→ TASK STATEMENT:
Scan the entries below and tally the lines that include "from". Return nothing but the tally.

→ RECORDS SHOWN:
━━━━━━━━━━━━━━━━

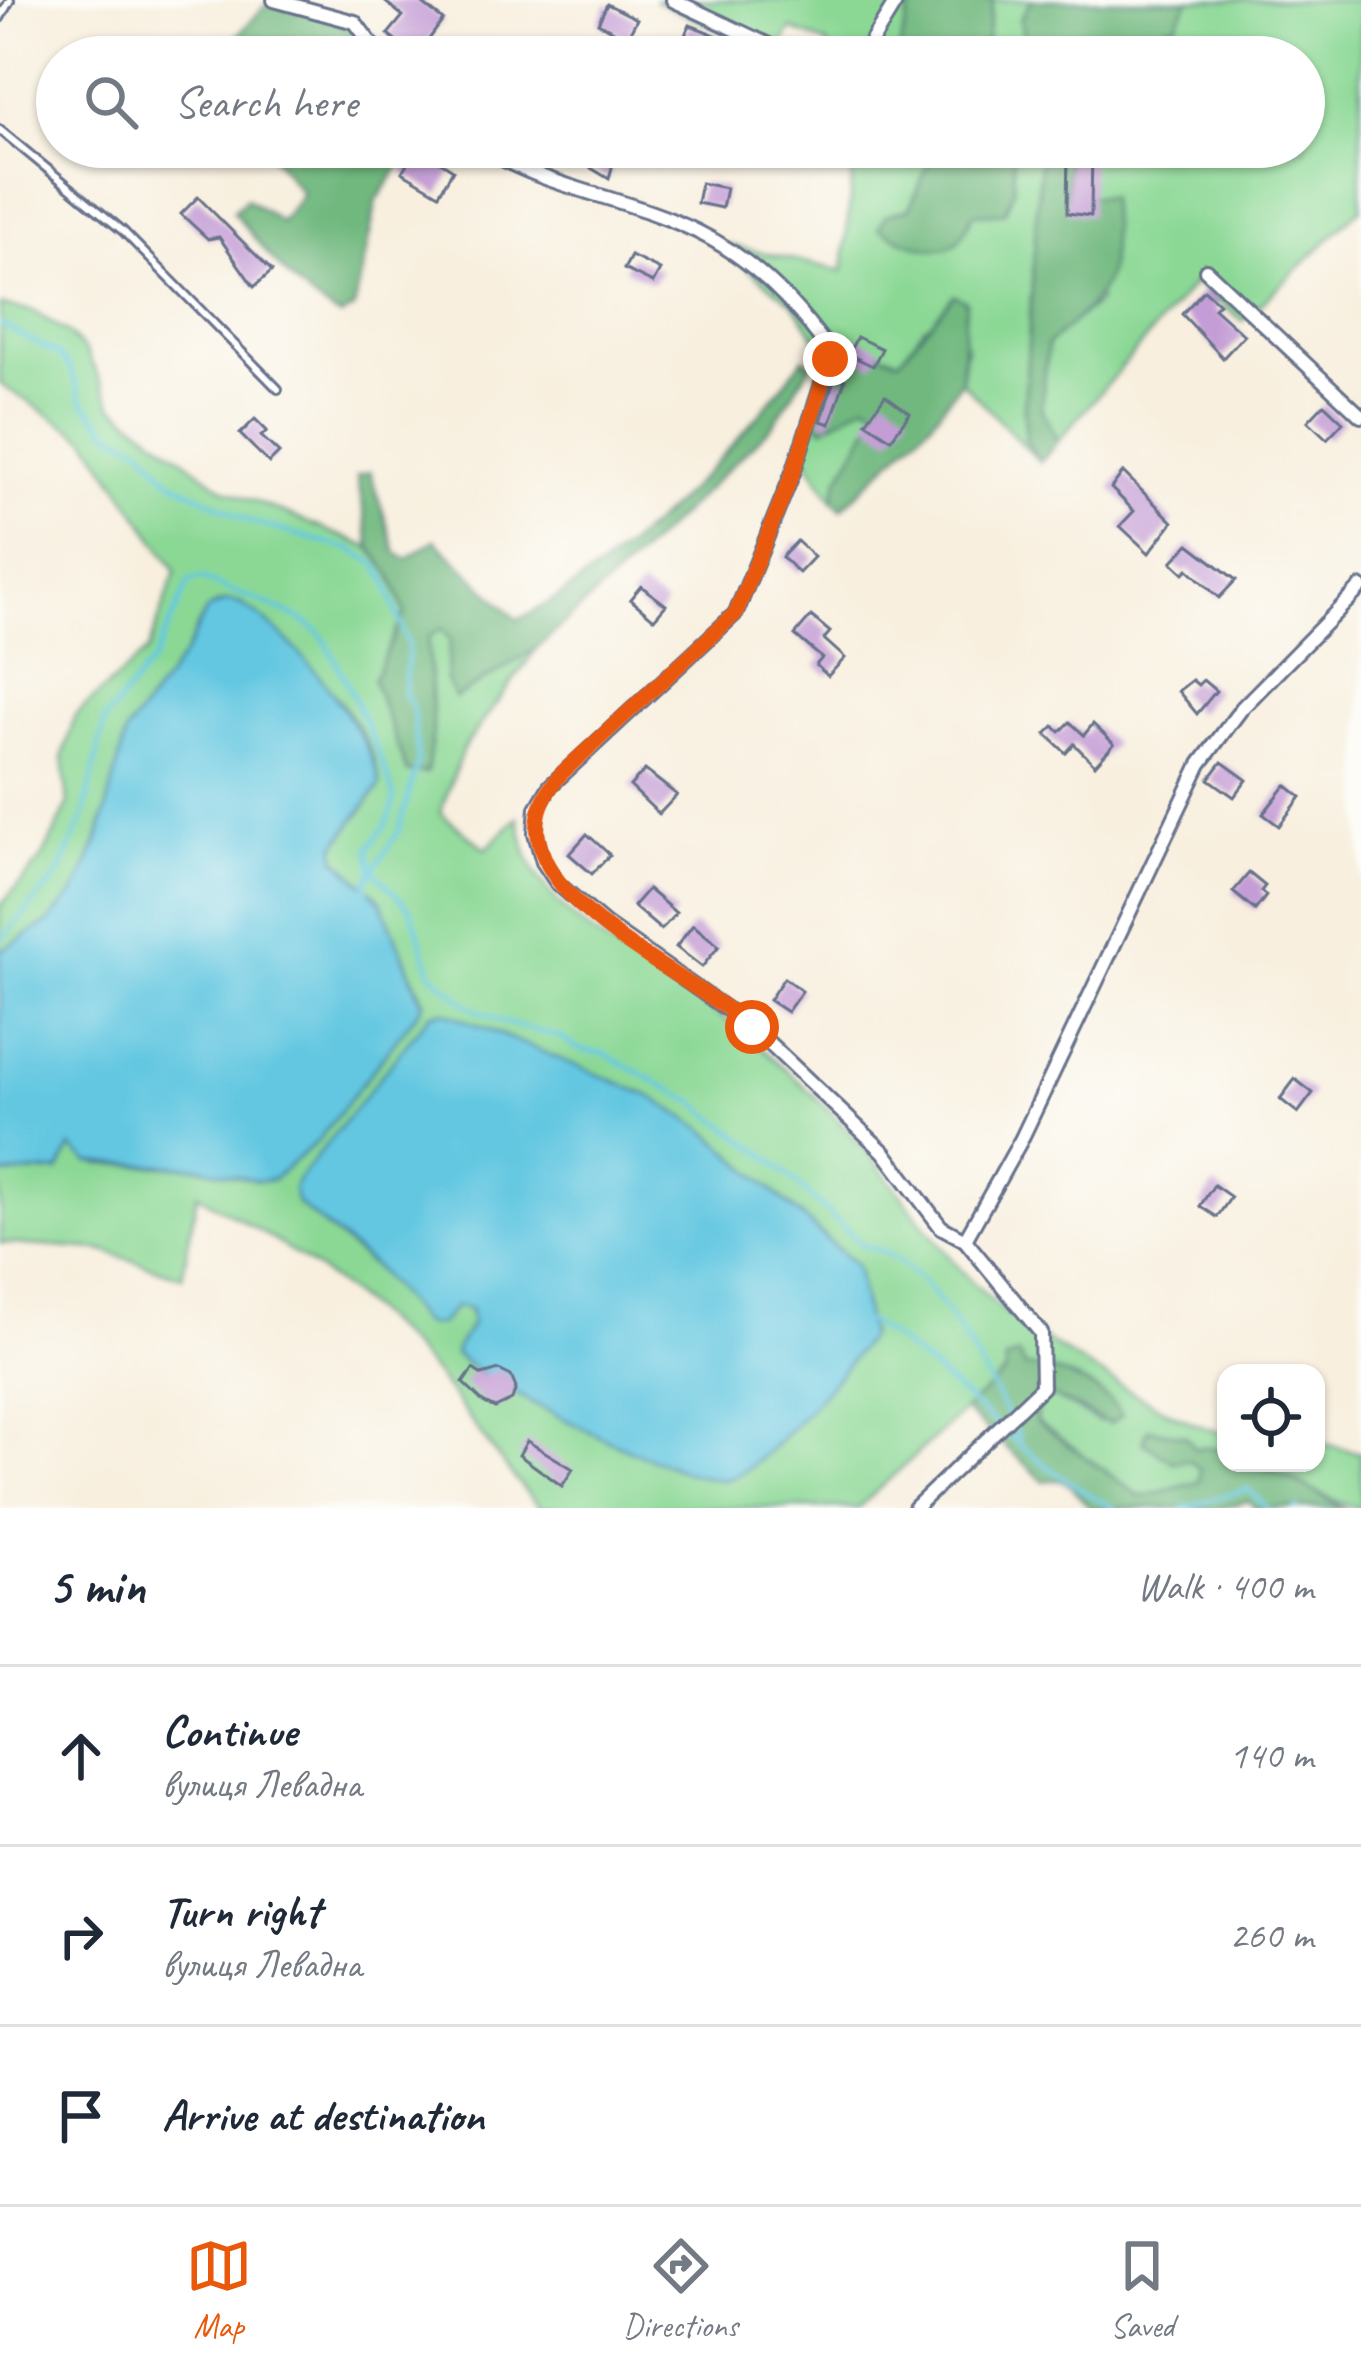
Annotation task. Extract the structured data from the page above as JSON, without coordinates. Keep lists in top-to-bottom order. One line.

━━━━━━━━━━━━━━━━

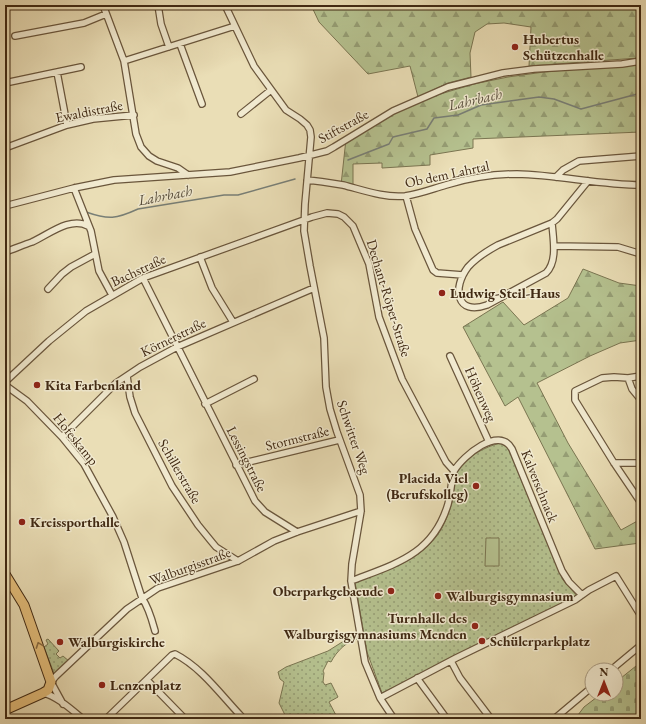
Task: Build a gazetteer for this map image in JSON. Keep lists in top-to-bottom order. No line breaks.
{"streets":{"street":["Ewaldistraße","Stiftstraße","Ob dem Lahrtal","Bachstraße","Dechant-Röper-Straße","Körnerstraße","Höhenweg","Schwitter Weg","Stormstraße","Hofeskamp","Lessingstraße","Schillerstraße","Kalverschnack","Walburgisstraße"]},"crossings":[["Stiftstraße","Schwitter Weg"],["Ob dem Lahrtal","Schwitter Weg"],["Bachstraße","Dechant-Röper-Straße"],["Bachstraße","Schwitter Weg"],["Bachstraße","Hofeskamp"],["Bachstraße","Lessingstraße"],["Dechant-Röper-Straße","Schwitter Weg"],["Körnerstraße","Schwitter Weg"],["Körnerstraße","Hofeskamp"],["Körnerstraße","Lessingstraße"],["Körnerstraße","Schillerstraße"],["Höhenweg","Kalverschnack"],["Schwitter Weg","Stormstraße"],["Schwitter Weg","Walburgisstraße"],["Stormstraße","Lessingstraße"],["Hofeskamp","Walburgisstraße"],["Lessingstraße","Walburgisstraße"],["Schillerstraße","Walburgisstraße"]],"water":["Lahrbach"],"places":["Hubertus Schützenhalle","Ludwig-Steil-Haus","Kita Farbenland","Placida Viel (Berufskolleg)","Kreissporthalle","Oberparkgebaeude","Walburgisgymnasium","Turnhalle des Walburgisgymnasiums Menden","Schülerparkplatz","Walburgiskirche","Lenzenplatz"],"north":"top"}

━━━━━━━━━━━━━━━━

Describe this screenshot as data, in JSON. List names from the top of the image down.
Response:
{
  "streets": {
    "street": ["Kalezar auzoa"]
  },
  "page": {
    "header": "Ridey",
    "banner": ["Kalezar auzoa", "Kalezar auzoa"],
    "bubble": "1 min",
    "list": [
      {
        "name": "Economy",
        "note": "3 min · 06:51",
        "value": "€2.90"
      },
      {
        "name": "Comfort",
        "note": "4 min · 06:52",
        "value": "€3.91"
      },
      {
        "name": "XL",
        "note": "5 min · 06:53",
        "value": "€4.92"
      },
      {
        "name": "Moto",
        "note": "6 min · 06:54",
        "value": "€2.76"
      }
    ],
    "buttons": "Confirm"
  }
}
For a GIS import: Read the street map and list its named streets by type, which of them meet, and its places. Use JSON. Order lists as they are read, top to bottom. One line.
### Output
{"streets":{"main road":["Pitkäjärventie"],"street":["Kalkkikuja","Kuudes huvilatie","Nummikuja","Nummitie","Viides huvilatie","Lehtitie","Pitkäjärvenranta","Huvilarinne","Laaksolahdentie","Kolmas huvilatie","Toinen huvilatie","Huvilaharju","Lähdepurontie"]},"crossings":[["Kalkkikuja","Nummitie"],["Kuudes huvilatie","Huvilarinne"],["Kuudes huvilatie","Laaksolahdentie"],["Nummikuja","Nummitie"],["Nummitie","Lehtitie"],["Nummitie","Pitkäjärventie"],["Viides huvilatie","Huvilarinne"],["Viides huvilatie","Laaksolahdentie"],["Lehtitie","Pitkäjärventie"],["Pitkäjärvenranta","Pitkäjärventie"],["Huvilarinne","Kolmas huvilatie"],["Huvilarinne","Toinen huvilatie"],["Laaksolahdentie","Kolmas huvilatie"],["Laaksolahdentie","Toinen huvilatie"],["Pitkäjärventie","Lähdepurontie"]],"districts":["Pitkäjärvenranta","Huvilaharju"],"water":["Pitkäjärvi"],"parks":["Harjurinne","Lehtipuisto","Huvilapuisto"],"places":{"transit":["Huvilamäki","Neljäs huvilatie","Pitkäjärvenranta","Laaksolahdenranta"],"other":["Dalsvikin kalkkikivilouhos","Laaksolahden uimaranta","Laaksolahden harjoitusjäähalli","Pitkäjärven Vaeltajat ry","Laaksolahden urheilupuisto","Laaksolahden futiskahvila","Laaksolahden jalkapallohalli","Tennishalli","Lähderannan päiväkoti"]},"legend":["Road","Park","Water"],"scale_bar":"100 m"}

━━━━━━━━━━━━━━━━

→ OUTPUT FOR THIS EXERCISE:
2